[Records from a data source]
----

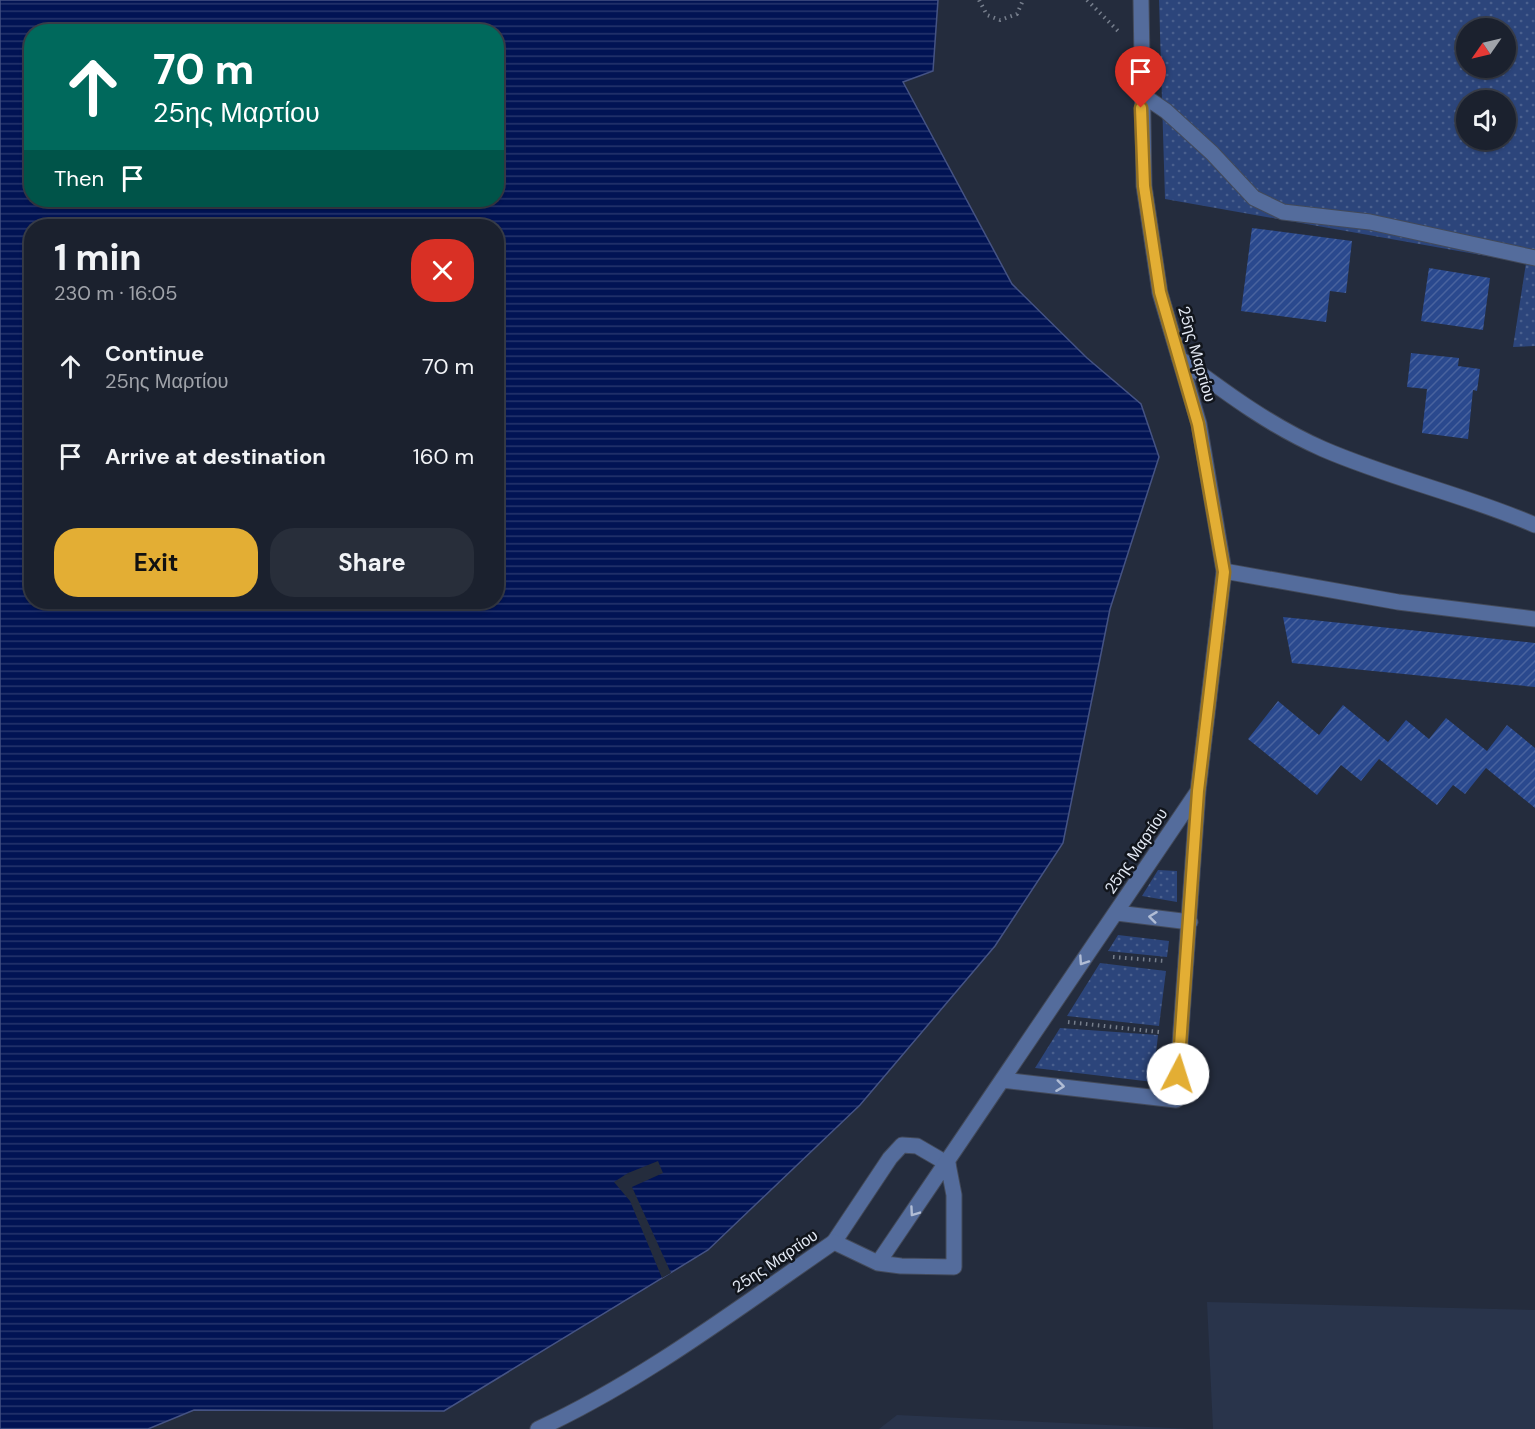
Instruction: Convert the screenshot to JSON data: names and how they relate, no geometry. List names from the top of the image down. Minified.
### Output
{"streets":{"street":["25ης Μαρτίου"]},"north":"bottom left","page":{"turn":["70 m","25ης Μαρτίου"],"then":"Then","heading":["1 min","230 m · 16:05"],"list":[{"name":"Continue","note":"25ης Μαρτίου","value":"70 m"},{"name":"Arrive at destination","value":"160 m"}],"buttons":["Exit","Share"]}}
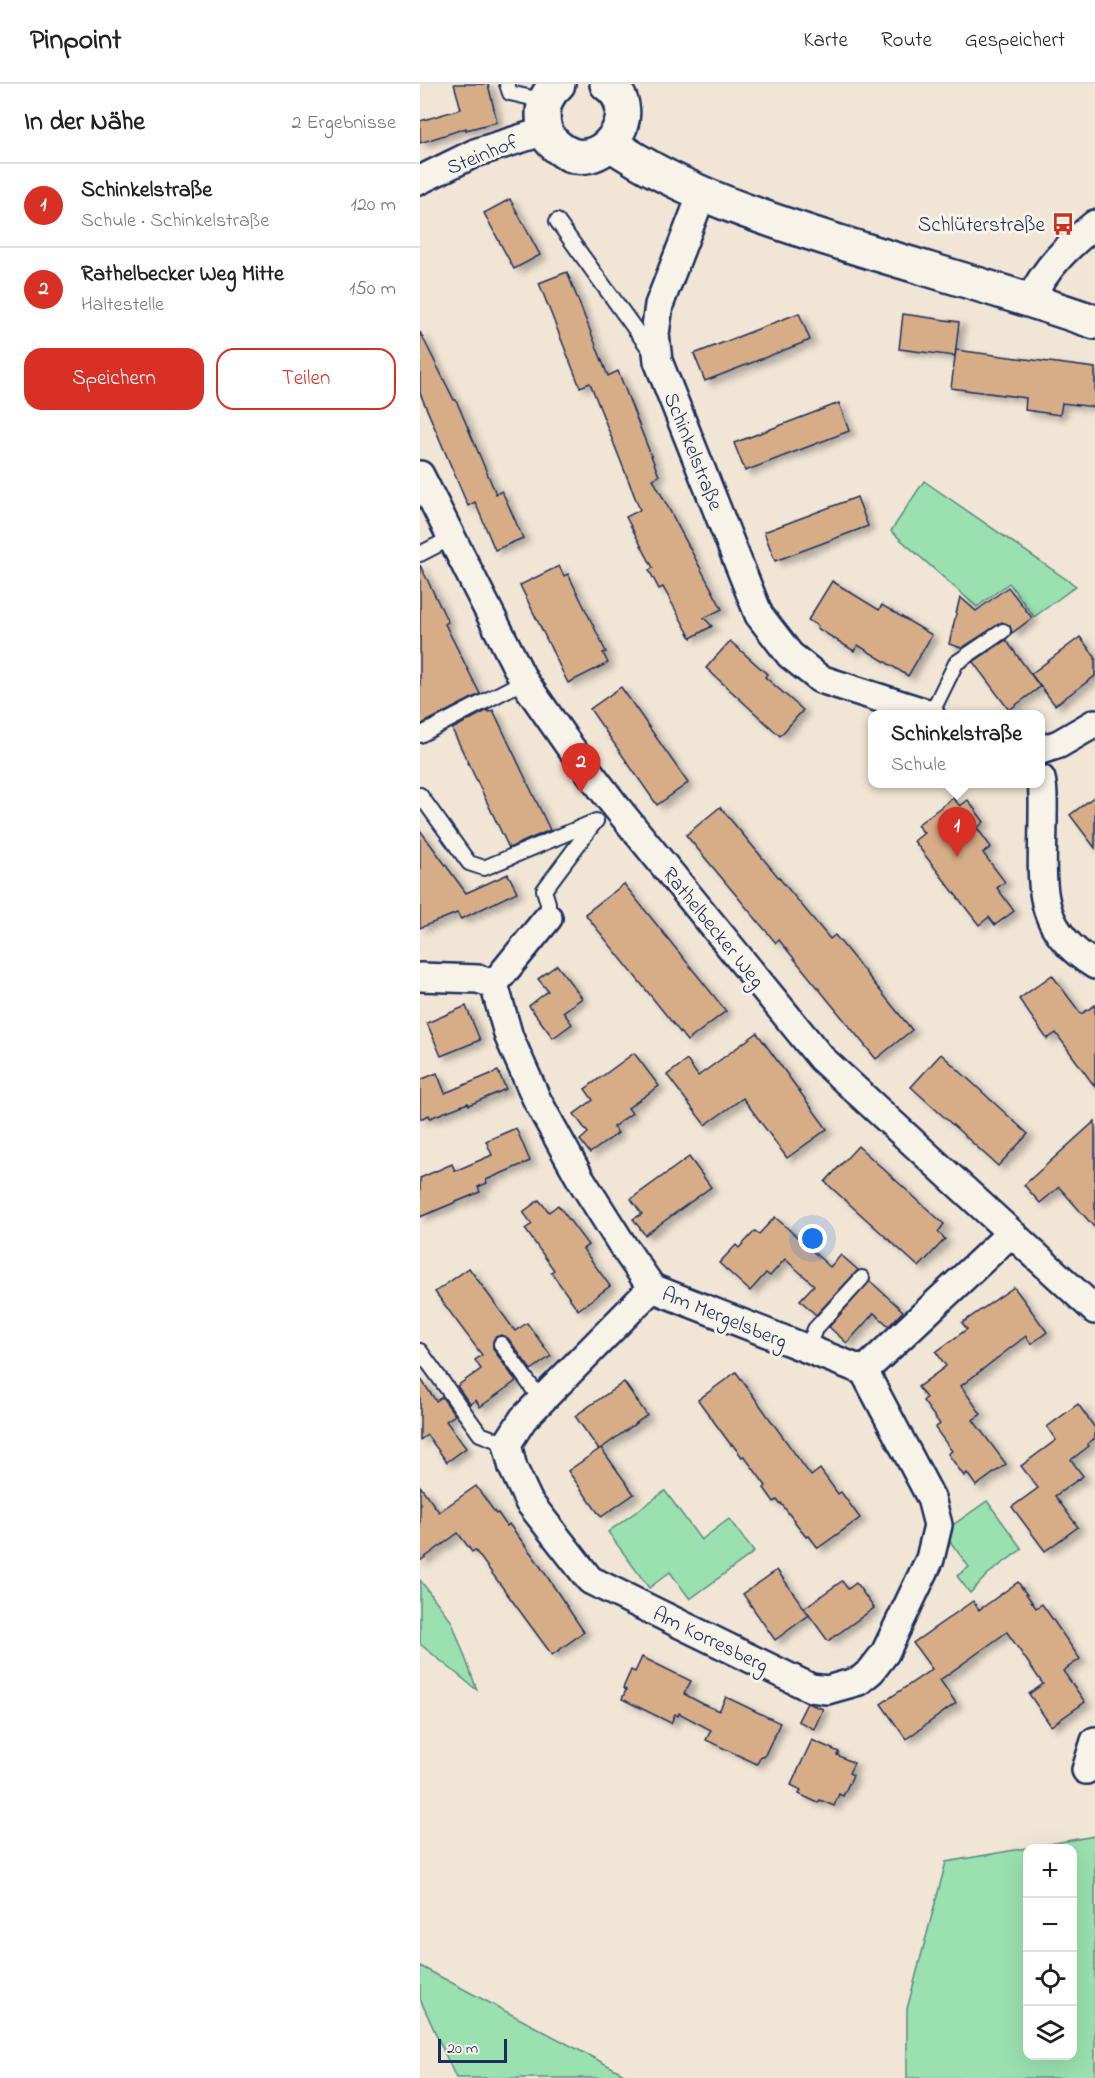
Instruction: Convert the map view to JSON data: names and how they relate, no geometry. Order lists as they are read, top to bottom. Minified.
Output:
{"streets":{"street":["Steinhof","Schinkelstraße","Rathelbecker Weg","Am Mergelsberg","Am Korresberg"]},"crossings":[["Am Mergelsberg","Am Korresberg"]],"places":{"bus stop":["Schlüterstraße"]},"scale_bar":"20 m","page":{"header":"Pinpoint","nav":["Karte","Route","Gespeichert"],"heading":["In der Nähe","2 Ergebnisse"],"list":[{"mark":"1","name":"Schinkelstraße","note":"Schule · Schinkelstraße","value":"120 m"},{"mark":"2","name":"Rathelbecker Weg Mitte","note":"Haltestelle","value":"150 m"}],"buttons":["Speichern","Teilen"],"popup":["Schinkelstraße","Schule"],"pins":["2","1"],"map_buttons":["+","−"],"scale":"20 m"}}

----

WHAT YOU SHOULD DO: The answer is the line with "Instruction: Convert the map" plus every line after it to the last line of the entries above, copied exactly and with no other lines.

REPLY:
Instruction: Convert the map view to JSON data: names and how they relate, no geometry. Order lists as they are read, top to bottom. Minified.
Output:
{"streets":{"street":["Steinhof","Schinkelstraße","Rathelbecker Weg","Am Mergelsberg","Am Korresberg"]},"crossings":[["Am Mergelsberg","Am Korresberg"]],"places":{"bus stop":["Schlüterstraße"]},"scale_bar":"20 m","page":{"header":"Pinpoint","nav":["Karte","Route","Gespeichert"],"heading":["In der Nähe","2 Ergebnisse"],"list":[{"mark":"1","name":"Schinkelstraße","note":"Schule · Schinkelstraße","value":"120 m"},{"mark":"2","name":"Rathelbecker Weg Mitte","note":"Haltestelle","value":"150 m"}],"buttons":["Speichern","Teilen"],"popup":["Schinkelstraße","Schule"],"pins":["2","1"],"map_buttons":["+","−"],"scale":"20 m"}}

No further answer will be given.